Time Dilation

When one deals with time, there are a lot of opportunities, a lot of ideas, and a lot of questions. Fear not, Duck and Roll is here to walk you through a few of everyone's favourite classic time shenanigans. This article takes a look at: Time Dilation.

 

For those not familiar with the term this is also known as fast time, compressed time, time inequality, asymmetrical chronology, or hyperbolic time. It essentially means a situation in which time flows at a different rate for some but not all people. This means that there's some sort of time ratio like "One day out here is a year in there" or "Every second is six seconds within the circle" or something to that effect. Time Dilation can also occur when something like say a spaceship moves at speeds that approach the speed of light. The faster you move, the less time passes for you relative to things moving slower. Someone moving at just under light speed may find that almost no time passes for them, while everything else seems to age and decay and evolve with incredible speed. Usually that sort of speed based time dilation belongs in sci-fi and does not have a set ratio, since naturally your vessel or whatnot may change speeds during a trip.

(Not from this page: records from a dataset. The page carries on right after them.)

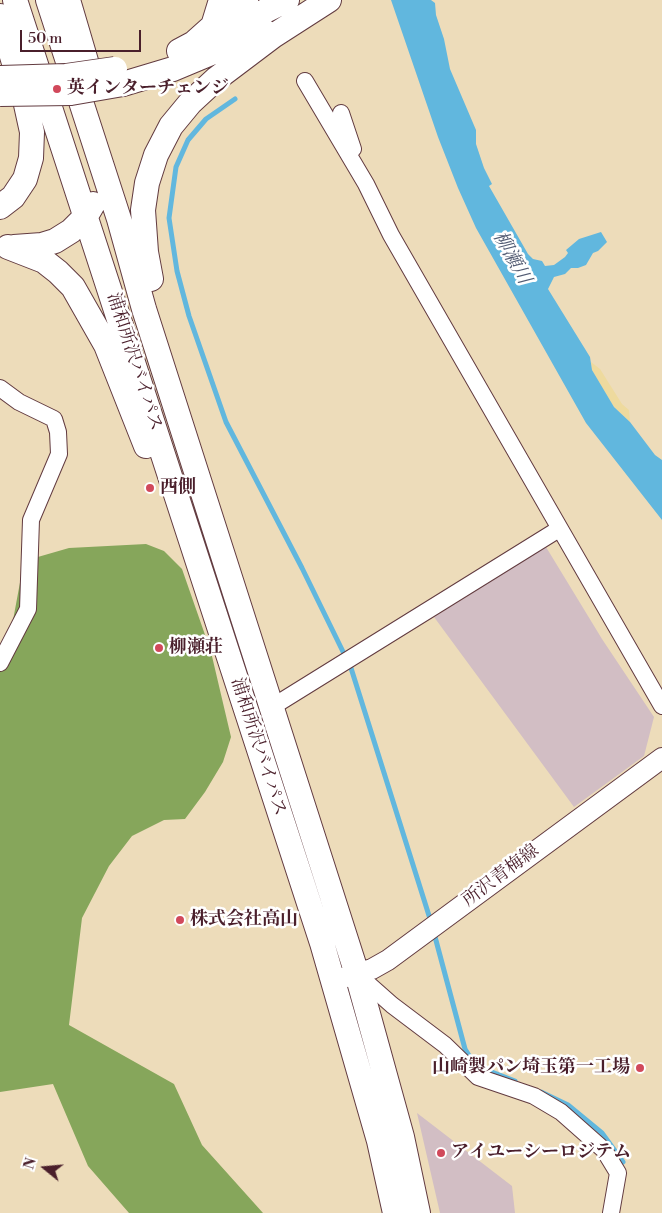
<!DOCTYPE html>
<html>
<head>
<meta charset="utf-8">
<style>
  body { margin:0 }
  #map { position:relative; width:662px; height:1213px; overflow:hidden; background:#eddcba; font-family:"Libre Bodoni",serif }
  canvas { display:block }
  .north { position:absolute; left:20px; top:1143px; width:50px; height:50px; -webkit-text-stroke:4px #fff; paint-order:stroke; rotate:287deg; font-size:14px; font-weight:700; line-height:20px; text-align:center; color:#4a1f2b }
  .north::after { content:''; display:block; margin:auto; width:18px; height:22px; background:#4a1f2b; clip-path:polygon(50% 0,100% 100%,50% 72%,0 100%) }
  .scale { position:absolute; left:20px; top:30px; width:121px; height:22px; box-sizing:border-box; border:2px solid #4a1f2b; border-top:0; padding-left:6px; font-size:15px; line-height:18px; white-space:nowrap; color:#4a1f2b; -webkit-text-stroke:4px #fff; paint-order:stroke }
</style>
</head>
<body>
<div id="map">
<canvas width="662" height="1213"></canvas>
<div class="north">N</div>
<div class="scale">50 m</div>
</div>
<script>
const ctx = document.querySelector('canvas').getContext('2d');
ctx.lineJoin = 'round';
function paint(path, color) {
  ctx.fillStyle = color;
  ctx.fill(path, 'evenodd');
}
function shape(rows) {
  const path = new Path2D();
  for (const r of rows) {
    path.moveTo(r[0], r[1]);
    for (let i = 2; i < r.length; i += 2) path.lineTo(r[i], r[i + 1]);
  }
  return path;
}
function trace(path, color, width, dash) {
  ctx.strokeStyle = color;
  ctx.lineWidth = width;
  ctx.lineCap = dash ? 'butt' : 'round';
  ctx.setLineDash(dash || []);
  ctx.stroke(path);
}
function drawText(font, color, halo, rows, align = 'center') {
  ctx.font = font + ' "Libre Bodoni","Noto Serif JP",serif';
  ctx.lineWidth = 5;
  ctx.setLineDash([]);
  ctx.textBaseline = 'middle';
  ctx.strokeStyle = halo;
  ctx.fillStyle = color;
  for (const [text, x, y, turn = 0] of rows) {
    ctx.save();
    ctx.translate(x, y);
    ctx.rotate((+turn || 0) * Math.PI / 180);
    ctx.textAlign = isNaN(turn) ? turn : align;
    if (halo) ctx.strokeText(text, 0, 0);
    ctx.fillText(text, 0, 0);
    ctx.restore();
  }
}
paint(shape([
  [546,547,602,639,654,717,644,756,574,807,434,617],
  [417,1113,512,1186,515,1213,440,1213]
]), '#d2bec4');
paint(shape([
  [146,544,164,551,182,569,211,652,231,737,223,762,205,792,185,819,164,820,132,836,109,866,82,918,69,1025,174,1084,202,1145,263,1213,129,1213,88,1166,53,1084,0,1092,0,649,11,631,24,561,69,548]
]), '#86a65b');
paint(shape([
  [591,362,600,369,622,404,629,410,630,422,614,407,602,388,592,370]
]), '#eeda9e');
paint(shape([
  [391,0,431,0,435,3,436,15,444,39,450,69,476,130,476,144,484,168,492,184,489,186,528,254,533,259,542,261,545,266,554,265,565,257,568,253,566,250,579,239,601,232,607,242,598,251,593,253,586,265,578,268,571,268,565,274,554,277,548,289,590,357,592,370,614,407,630,422,655,455,662,460,662,520,586,423,476,228,458,188,438,137]
]), '#61b7de');
trace(shape([
  [235,99,206,119,188,140,176,167,169,218,177,271,189,316,226,422,302,568,351,668,431,922],
  [434,933,465,1049,470,1057,484,1069,515,1081],
  [541,1092,568,1105,602,1133,623,1162]
]), '#61b7de', 5);
const minor = shape([
  [305,81,366,184,391,235,662,706],
  [341,113,353,149],
  [0,388,19,402,54,419,58,432,59,454,31,520,28,609,0,663],
  [272,707,559,529],
  [357,974,392,1005,445,1045,478,1077,534,1096,561,1112,604,1150,618,1173,611,1213]
]);
const major = shape([
  [333,981,372,969,388,960,662,758]
]);
const highway = shape([
  [15,0,322,943,379,1141,395,1213],
  [48,0,119,219,144,309,357,974,402,1137,418,1213],
  [68,0,88,68],
  [0,16,25,100,32,132,31,158,25,179,13,197,0,207],
  [213,26,246,0],
  [217,35,287,0],
  [179,51,194,43,213,26,221,0],
  [123,84,173,69,264,31],
  [8,247,44,261,58,272,73,287,106,345,146,446],
  [14,247,42,245,55,241,71,231,86,216,93,204],
  [151,279,146,252,143,210,147,183,156,155,171,126,190,103,216,79,273,36,329,0]
]);
trace(minor, '#623b40', 18);
trace(major, '#623b40', 22);
trace(highway, '#623b40', 26);
trace(minor, '#fff', 16);
trace(major, '#fff', 20);
trace(highway, '#fff', 24);
const highwayBridge = shape([
  [0,78,66,76,115,69],
  [0,94,71,93,123,84]
]);
trace(highwayBridge, '#623b40', 26, []);
trace(highwayBridge, '#fff', 24);
for (const [x, y, r, color] of [
  [57,89,5,"#d1495b"],
  [150,488,5,"#d1495b"],
  [159,648,5,"#d1495b"],
  [180,920,5,"#d1495b"],
  [640,1068,5,"#d1495b"],
  [441,1153,5,"#d1495b"]
]) {
  const dot = new Path2D();
  dot.arc(x, y, r, 0, 2 * Math.PI);
  ctx.fillStyle = color;
  ctx.fill(dot);
  trace(dot, '#fff', 2);
}
drawText('bold 18px', '#4a1f2b', '#fff', [
  ["英インターチェンジ",67,89],
  ["西側",160,488],
  ["柳瀬荘",169,648],
  ["株式会社高山",190,920],
  ["山崎製パン埼玉第一工場",630,1068,"right"],
  ["アイユーシーロジテム",451,1153]
], 'left');
drawText('18px', '#4a1f2b', '#fff', [
  ["浦和所沢バイパス",134,362,72],
  ["浦和所沢バイパス",258,747,72],
  ["所沢青梅線",501,876,-37]
]);
drawText('italic 19px', '#535c73', '#fff', [
  ["柳瀬川",511,258,61]
]);
</script>
</body>
</html>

Time dilation is an excellent plot device that can be used in many ways. Firstly It can be used to allow something normally impossibly long in scale to happen over the course of a campaign or session. This could be for example to allow the players to have an adventure where they interact with a primitive species, and then return later in the campaign to see how they have developed into a medieval, modern or futuristic society, or even to return many times. Each altering the course of history and shaping how their people develop and change. It could be a case where a player wishes to construct a magical item, a vast machine, or even a fortress or ship, but still be able to both begin and finish construction in time for the finished product to impact the campaign. Another example would be a place where heroes could slip in and train or adventure and grow stronger and more skilled over days or years and then emerge back into the world far stronger in a short period of time.

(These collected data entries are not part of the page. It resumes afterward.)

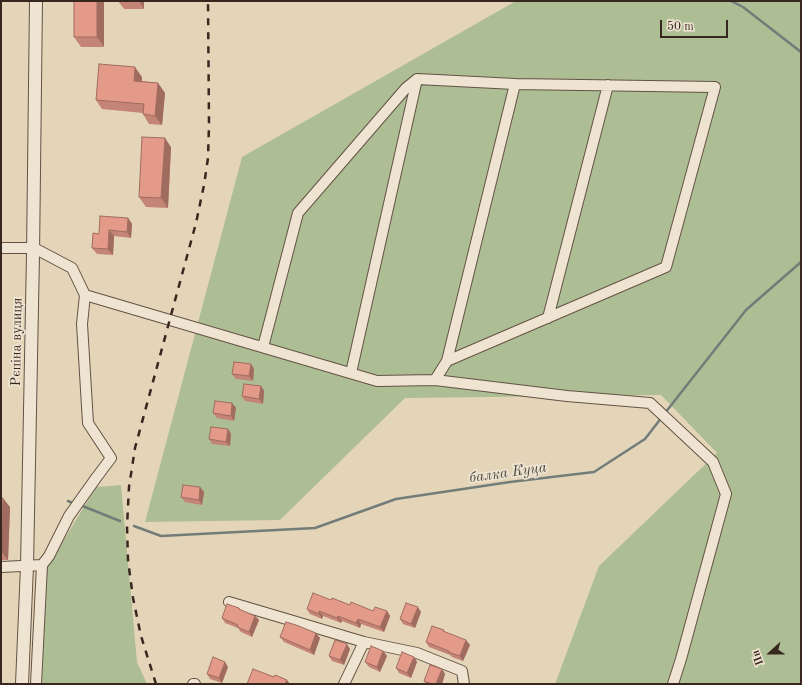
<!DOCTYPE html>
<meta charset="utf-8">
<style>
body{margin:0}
#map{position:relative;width:802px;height:685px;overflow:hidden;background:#e5d5b8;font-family:"Old Standard TT",serif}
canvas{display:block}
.frame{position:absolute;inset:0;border:2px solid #38271f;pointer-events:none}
.north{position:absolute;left:750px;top:633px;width:40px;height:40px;-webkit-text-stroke:3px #eee4d1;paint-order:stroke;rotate:249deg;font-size:11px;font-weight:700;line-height:16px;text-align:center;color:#38271f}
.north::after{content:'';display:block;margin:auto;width:14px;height:18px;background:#38271f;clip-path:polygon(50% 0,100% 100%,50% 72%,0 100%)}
.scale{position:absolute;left:660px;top:20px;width:68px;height:18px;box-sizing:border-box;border:2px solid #38271f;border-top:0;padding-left:5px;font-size:12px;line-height:14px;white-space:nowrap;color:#38271f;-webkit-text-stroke:3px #eee4d1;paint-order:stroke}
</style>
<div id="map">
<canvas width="802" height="685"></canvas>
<div class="frame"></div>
<div class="north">Пн</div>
<div class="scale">50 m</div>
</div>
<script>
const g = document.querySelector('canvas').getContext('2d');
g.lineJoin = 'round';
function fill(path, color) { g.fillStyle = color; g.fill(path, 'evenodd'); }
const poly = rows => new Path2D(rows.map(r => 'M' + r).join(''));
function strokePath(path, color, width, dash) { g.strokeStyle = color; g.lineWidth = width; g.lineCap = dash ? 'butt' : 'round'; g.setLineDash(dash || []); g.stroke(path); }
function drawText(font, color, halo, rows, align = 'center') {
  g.font = font + ' "Old Standard TT",serif'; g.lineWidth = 3.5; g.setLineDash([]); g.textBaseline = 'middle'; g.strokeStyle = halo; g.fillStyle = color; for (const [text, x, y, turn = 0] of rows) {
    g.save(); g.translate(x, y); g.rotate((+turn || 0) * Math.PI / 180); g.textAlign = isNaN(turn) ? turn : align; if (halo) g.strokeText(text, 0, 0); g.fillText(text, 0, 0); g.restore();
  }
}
const green = poly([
 [516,1,801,1,801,684,555,684,599,566,717,453,661,395,405,398,280,520,145,522,242,157],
 [121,485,137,662,147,684,42,684,43,574,96,487]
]);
const stream = poly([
 [731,1,743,7,801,52],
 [665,413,746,310,801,262],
 [68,501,75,504],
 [80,505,120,521],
 [134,526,161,536,315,528,396,499,510,482,594,472,645,439,662,417]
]);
const minor = poly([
 [1,248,34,248,72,268,85,295,82,324,88,423,111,458,96,478,69,516,49,556,42,565,36,684],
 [85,295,377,381,435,380,567,396,650,403,713,462,726,494,681,659,673,684],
 [548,318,608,85],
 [263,347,298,213,406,88,417,79,515,84],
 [351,373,417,79],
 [435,380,447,361,515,84,715,87,666,267,447,361],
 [1,567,42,565],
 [229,602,364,642],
 [193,684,195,684],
 [344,684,364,642,417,653,462,671,464,684]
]);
const tertiary = poly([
 [22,684,27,566,33,255,36,1]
]);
const rail = poly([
 [156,684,141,636,133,598,128,560,127,526,129,487,135,448,196,223,204,185,208,158,209,125,208,1]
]);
const wall = poly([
 [74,1,104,47,81,47,74,37],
 [118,1,144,1,144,9,124,9],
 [142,77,142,81,158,83,165,93,162,125,149,124,143,114,143,113,102,109,96,100],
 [171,147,168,208,146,207,139,197],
 [128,218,132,224,131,238,114,236,113,255,97,254,92,248,99,234],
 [251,364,254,369,253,381,236,379,232,374],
 [261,386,264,391,263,404,245,401,242,396],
 [232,403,236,408,234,421,217,418,213,413],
 [228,429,231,434,230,446,212,444,209,439],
 [200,487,204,492,202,505,185,502,181,497],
 [1,498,10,507,8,560,1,560],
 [331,600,373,611,387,611,390,616,384,632,361,624,360,628,342,621,341,623,323,616,322,619,310,614,307,609],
 [239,608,241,610,255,616,259,620,252,637,241,632,238,628,225,623,222,618],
 [421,612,415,628,403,624,400,619],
 [444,630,445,632,470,645,463,661,452,657,450,655,429,647,426,642],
 [280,637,320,638,314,655,284,642],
 [350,649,344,665,332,661,329,656],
 [383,651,387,656,380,672,369,667,365,662],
 [414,657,417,662,411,678,399,673,396,668],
 [228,667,222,683,210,679,207,674],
 [442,669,445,674,442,684,426,684,424,681]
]);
const shadedWall = poly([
 [97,1,104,1,104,47,97,37],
 [139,1,144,1,144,9],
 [135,67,142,77,141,90,134,81],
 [158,83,165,93,162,125,155,116],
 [165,138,171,147,168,208,161,198],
 [128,218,132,224,131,238,127,232],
 [109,230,114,236,113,255,108,249],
 [251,364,254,369,253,381,249,376],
 [261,386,264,391,263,404,259,399],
 [232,403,236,408,234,421,231,416],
 [228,429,231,434,230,446,226,442],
 [200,487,204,492,202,505,199,500],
 [3,498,10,507,8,560,1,551],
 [418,607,421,612,415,628,411,624],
 [319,611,323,616,322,619,319,614],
 [387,611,390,616,384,632,380,627],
 [255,616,259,620,252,637,249,632],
 [338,616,342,621,341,623,337,618],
 [358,619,361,624,360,628,356,623],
 [316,633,320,638,314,655,310,650],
 [466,640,470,645,463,661,460,656],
 [347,644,350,649,344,665,340,660],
 [383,651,387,656,380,672,377,667],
 [414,657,417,662,411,678,407,673],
 [225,662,228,667,222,683,219,678],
 [442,669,445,674,442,684,436,684],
 [287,680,290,684,285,684]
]);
const building = poly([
 [74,1,97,1,97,37,74,37,74,1],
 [99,64,135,67,134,81,158,83,155,116,143,114,144,104,96,100,99,64],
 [142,137,165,138,161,198,139,197,142,137],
 [100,216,128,218,127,232,109,230,108,249,92,248,93,233,99,234,100,216],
 [234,362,251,364,249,376,232,374,234,362],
 [244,384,261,386,259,399,242,396,244,384],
 [215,401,232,403,231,416,213,413,215,401],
 [211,427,228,429,226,442,209,439,211,427],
 [183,485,200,487,199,500,181,497,183,485],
 [1,498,3,498,1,551,1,498],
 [313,593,331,600,332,598,350,605,351,602,373,611,375,607,387,611,380,627,358,619,356,623,338,616,337,618,319,611,319,614,307,609,313,593],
 [406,603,418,607,411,624,400,619,406,603],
 [227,604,239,608,239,609,255,616,249,632,237,627,238,625,222,618,227,604],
 [286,622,296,625,316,633,310,650,280,637,286,622],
 [432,626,444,630,443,631,466,640,460,656,448,652,449,651,426,642,432,626],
 [335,640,347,644,340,660,329,656,335,640],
 [371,646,383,651,377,667,365,662,371,646],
 [402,652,414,657,407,673,396,668,402,652],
 [213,657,225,662,219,678,207,674,213,657],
 [430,665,442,669,436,684,432,684,424,681,430,665],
 [253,669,274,677,275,675,287,680,285,684,247,684,253,669]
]);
const streetNames = [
 ["Рєпіна вулиця",17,342,-89]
];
const waterNames = [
 ["балка Куца",508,473,-8]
];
fill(green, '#aebe94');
strokePath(stream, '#727d7a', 2.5);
strokePath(minor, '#635245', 12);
strokePath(tertiary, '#635245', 14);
strokePath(minor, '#eee4d1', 10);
strokePath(tertiary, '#eee4d1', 12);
strokePath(rail, '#38271f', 2.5, [7, 7]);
fill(wall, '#c48476');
fill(shadedWall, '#a06c60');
fill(building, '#e49a89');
strokePath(building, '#a06c60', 1);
drawText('14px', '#38271f', '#eee4d1', streetNames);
drawText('italic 15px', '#504b45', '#eee4d1', waterNames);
</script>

Another use of time dilation would be to allow an entire adventure to take place in a single moment. Imagine the party uploads their minds into a computer to defeat a security system, and meanwhile in the real world their ally is walking down the hall, talking to a guard and having them look in their system. The players must complete their entire cyber adventure in compressed time in order to ensure the relevant data is in the system when the guard checks. One could even stack these compressed times on top of each other under the right situation ala Inception.

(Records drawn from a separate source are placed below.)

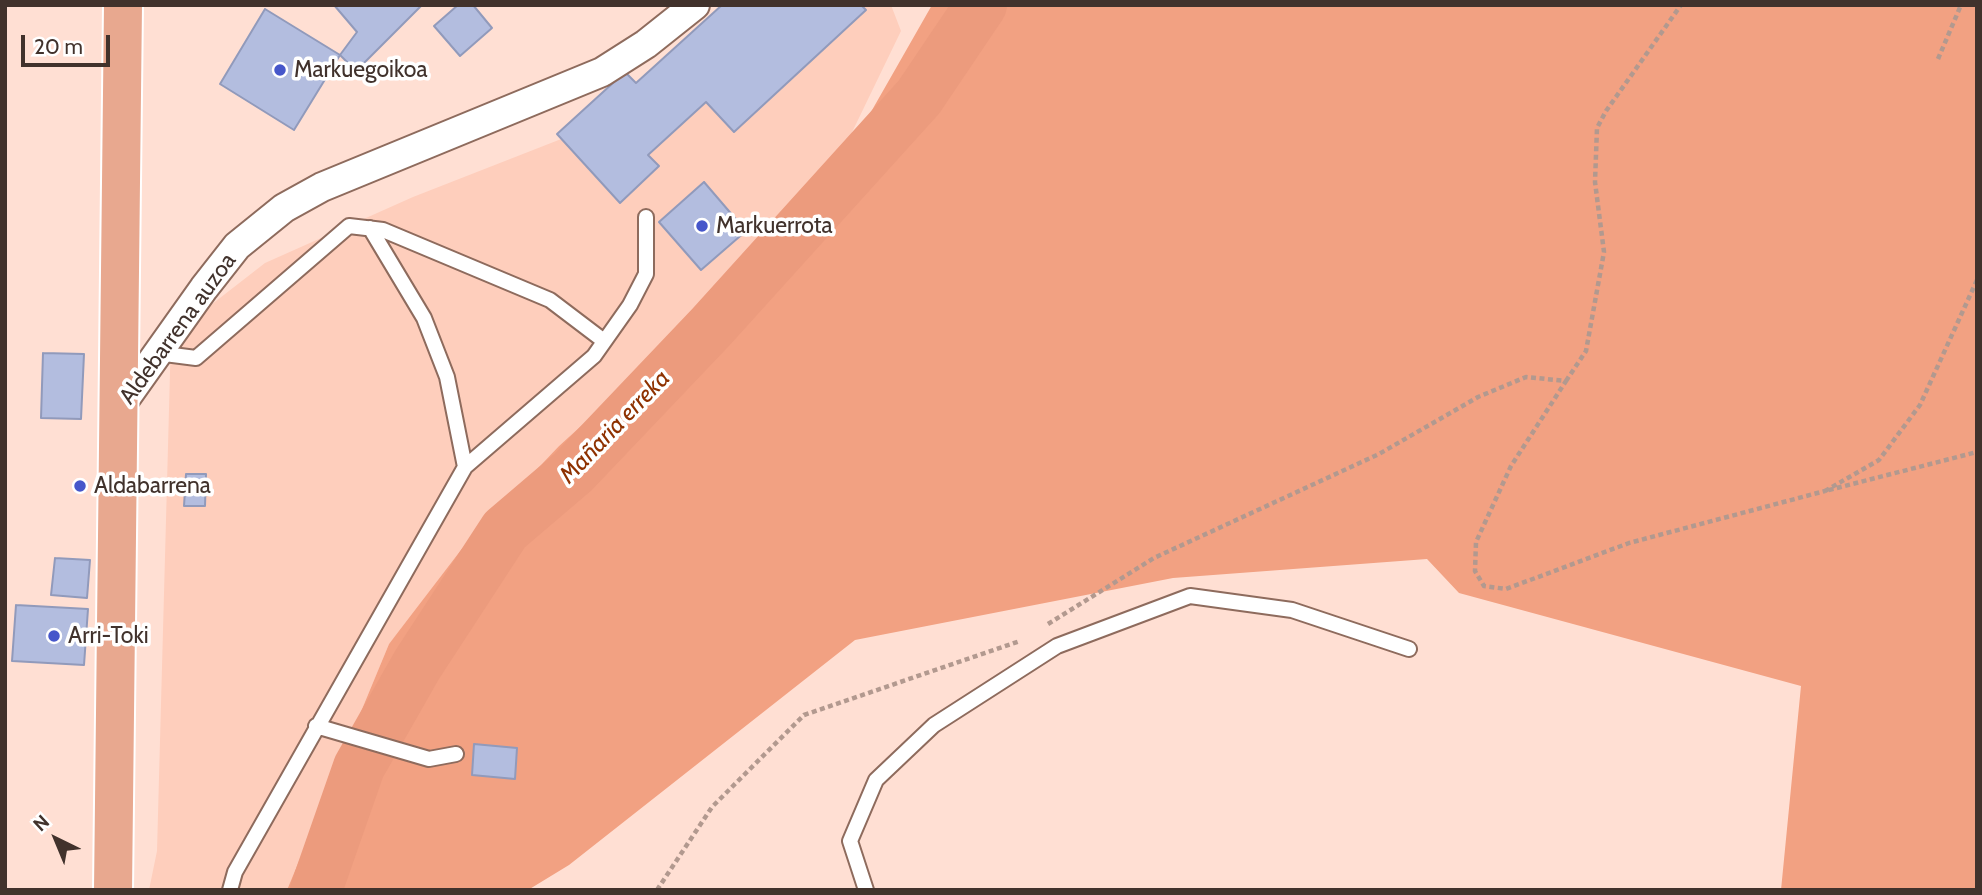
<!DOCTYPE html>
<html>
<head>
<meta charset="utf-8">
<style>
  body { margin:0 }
  #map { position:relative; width:1982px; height:895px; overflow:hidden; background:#ffdfd3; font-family:Cabin,sans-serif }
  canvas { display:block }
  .frame { position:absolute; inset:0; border:7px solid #41322c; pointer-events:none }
  .north { position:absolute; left:21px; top:804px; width:70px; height:70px; -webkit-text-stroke:5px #fff; paint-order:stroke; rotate:317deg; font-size:19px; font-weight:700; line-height:28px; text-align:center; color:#41322c }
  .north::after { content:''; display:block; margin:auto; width:24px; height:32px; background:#41322c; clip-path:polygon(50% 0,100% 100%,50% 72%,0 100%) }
  .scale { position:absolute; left:21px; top:35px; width:89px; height:32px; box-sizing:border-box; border:4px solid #41322c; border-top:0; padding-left:9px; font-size:21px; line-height:24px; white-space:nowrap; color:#41322c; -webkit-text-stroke:5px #fff; paint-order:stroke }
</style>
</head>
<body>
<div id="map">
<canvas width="1982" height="895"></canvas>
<div class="frame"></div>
<div class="north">N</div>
<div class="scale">20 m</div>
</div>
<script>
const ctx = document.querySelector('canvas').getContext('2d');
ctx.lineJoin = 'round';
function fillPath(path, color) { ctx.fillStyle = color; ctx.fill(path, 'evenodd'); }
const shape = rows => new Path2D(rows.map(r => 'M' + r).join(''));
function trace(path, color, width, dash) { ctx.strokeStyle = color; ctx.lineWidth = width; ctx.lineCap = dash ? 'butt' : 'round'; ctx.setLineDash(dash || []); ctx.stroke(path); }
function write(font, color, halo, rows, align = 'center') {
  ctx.font = font + ' Cabin,sans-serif'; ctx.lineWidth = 7; ctx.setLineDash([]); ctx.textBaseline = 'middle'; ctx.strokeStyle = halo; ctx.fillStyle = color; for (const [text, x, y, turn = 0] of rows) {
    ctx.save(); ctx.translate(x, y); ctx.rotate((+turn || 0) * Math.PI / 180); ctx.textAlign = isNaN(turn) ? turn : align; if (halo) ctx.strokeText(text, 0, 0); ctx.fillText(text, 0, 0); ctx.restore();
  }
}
fillPath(shape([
  [737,5,891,5,901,31,811,217,559,446,389,644,287,890,149,890,157,851,171,336,265,263,413,197,620,116]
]), '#fecebc');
fillPath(shape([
  [932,5,1977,5,1977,890,1781,890,1801,686,1459,593,1427,559,1173,578,855,640,569,865,528,890,287,890,389,644,461,550,559,446,811,217]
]), '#f2a182');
trace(shape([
  [316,890,359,767,417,665,505,530,573,472,711,327,919,97,981,5]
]), '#ec9b7d', 52);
const building = shape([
  [334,5,422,5,356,71,340,55,357,32,334,5],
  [458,5,473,5,492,28,460,56,434,26,458,5],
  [722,5,861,5,866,10,734,132,706,102,648,155,659,166,620,203,557,134,625,72,636,83,722,5],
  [265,9,340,55,294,130,220,84,265,9],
  [704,182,746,231,701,270,659,222,704,182],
  [43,353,84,354,81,419,41,418,43,353],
  [186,474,206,474,205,506,184,506,186,474],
  [55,558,90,560,87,598,51,595,55,558],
  [16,605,88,609,84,665,12,661,16,605],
  [474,744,517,748,515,779,472,775,474,744]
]);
fillPath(building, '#b3bddf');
trace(building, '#919abb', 2);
const lane = shape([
  [370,228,424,318,447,377,465,467],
  [157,353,196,358,349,226,383,230,550,300,604,341],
  [316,726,429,759,456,754],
  [230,890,235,872,465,467,594,356,630,305,646,274,646,217],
  [866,890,850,841,876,780,934,725,1057,646,1190,596,1292,610,1409,649]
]);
const street = shape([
  [118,409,204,288,237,246,284,208,322,187,602,72,646,44,695,5]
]);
const primary = shape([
  [113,890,123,5]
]);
trace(lane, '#8e6b5d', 18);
trace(street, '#8e6b5d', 32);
trace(primary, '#fff', 42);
trace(shape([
  [1938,59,1961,5],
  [1977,280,1920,405,1879,460,1825,491,1977,452],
  [1566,381,1586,351,1604,252,1595,182,1597,128,1606,111,1681,5],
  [1048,624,1154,558,1379,454,1478,397,1526,377,1566,381,1511,466,1476,542,1475,571,1484,586,1506,589,1629,543,1825,491],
  [657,890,712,807,804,715,1020,641]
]), '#b2998f', 4.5, [5, 3.5]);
trace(lane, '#fff', 14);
trace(street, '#fff', 28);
trace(primary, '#e8a88f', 38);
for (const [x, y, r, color] of [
  [280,70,7,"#4656ca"],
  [702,226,7,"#4656ca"],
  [80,486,7,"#4656ca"],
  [54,636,7,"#4656ca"]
]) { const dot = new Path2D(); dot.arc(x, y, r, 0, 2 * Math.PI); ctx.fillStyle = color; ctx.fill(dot); trace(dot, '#fff', 2.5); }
write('23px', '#41322c', '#fff', [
  ["Markuegoikoa",294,70],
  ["Markuerrota",716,226],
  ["Aldabarrena",94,486],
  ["Arri-Toki",68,636]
], 'left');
write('23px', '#41322c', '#fff', [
  ["Aldebarrena auzoa",178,329,-54]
]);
write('italic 24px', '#8e3100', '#fff', [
  ["Mañaria erreka",615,427,-46]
]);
</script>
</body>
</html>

Time dilation can also serve to highlight a sense of surreal or absurd helplessness. The passage of time is inexorable, but we rarely feel it crush down on us all at once. But imagine the party stepping through a gateway to another place with a different passage of time. Before the last team mate steps through the entrance to the other time stream they bid their child and loved one a fond, final farewell. They know that they will die of old age in what seems like minutes to those they care about, but this is the only way to save all of reality. A long hug, some final words and sweet kiss and they step through. When they emerge they find their allies have already made a settlement, built their forces, armed themselves, and decided they could wait no longer, throwing themselves against the forces of the ultimate evil and already been defeated. Now only the last one through the gate remains to do what all the other's could not. Imagine those few seconds our last hero has to consider stepping back through the rift before it's forever too late.

Picture  a sci-fi tragedy. A lone hero ventures to a far world to find a cure for their cryogenically frozen love. The hero pushes nearer and nearer the speed of light to reach a distant planet where the medical herb needed is found. By the time our hero has returned they find that the disease has already been cured through science, and the love has already remarried and long ago died of old age, leaving our hero, just days ago an eager excited starstruck lover with a top of the line ship, now alone, with an ancient vessel, out of touch with the entire world.

There are a thousand great ways to play with the passage of time as long as one pays careful attention and gives it proper consideration. This is an extremely powerful narrative element, and any GM should take care with it. Major battles will be very different In a fantasy game where a party can withdraw, teleport away, and then within minutes have a year's worth of preparation. And likewise, in a modern game is someone finds that they can spend a week in their wardrobe and only a day passes you can imagine the vast potential profit they could reap, and the monetary and tactical value of such a wondrous closet.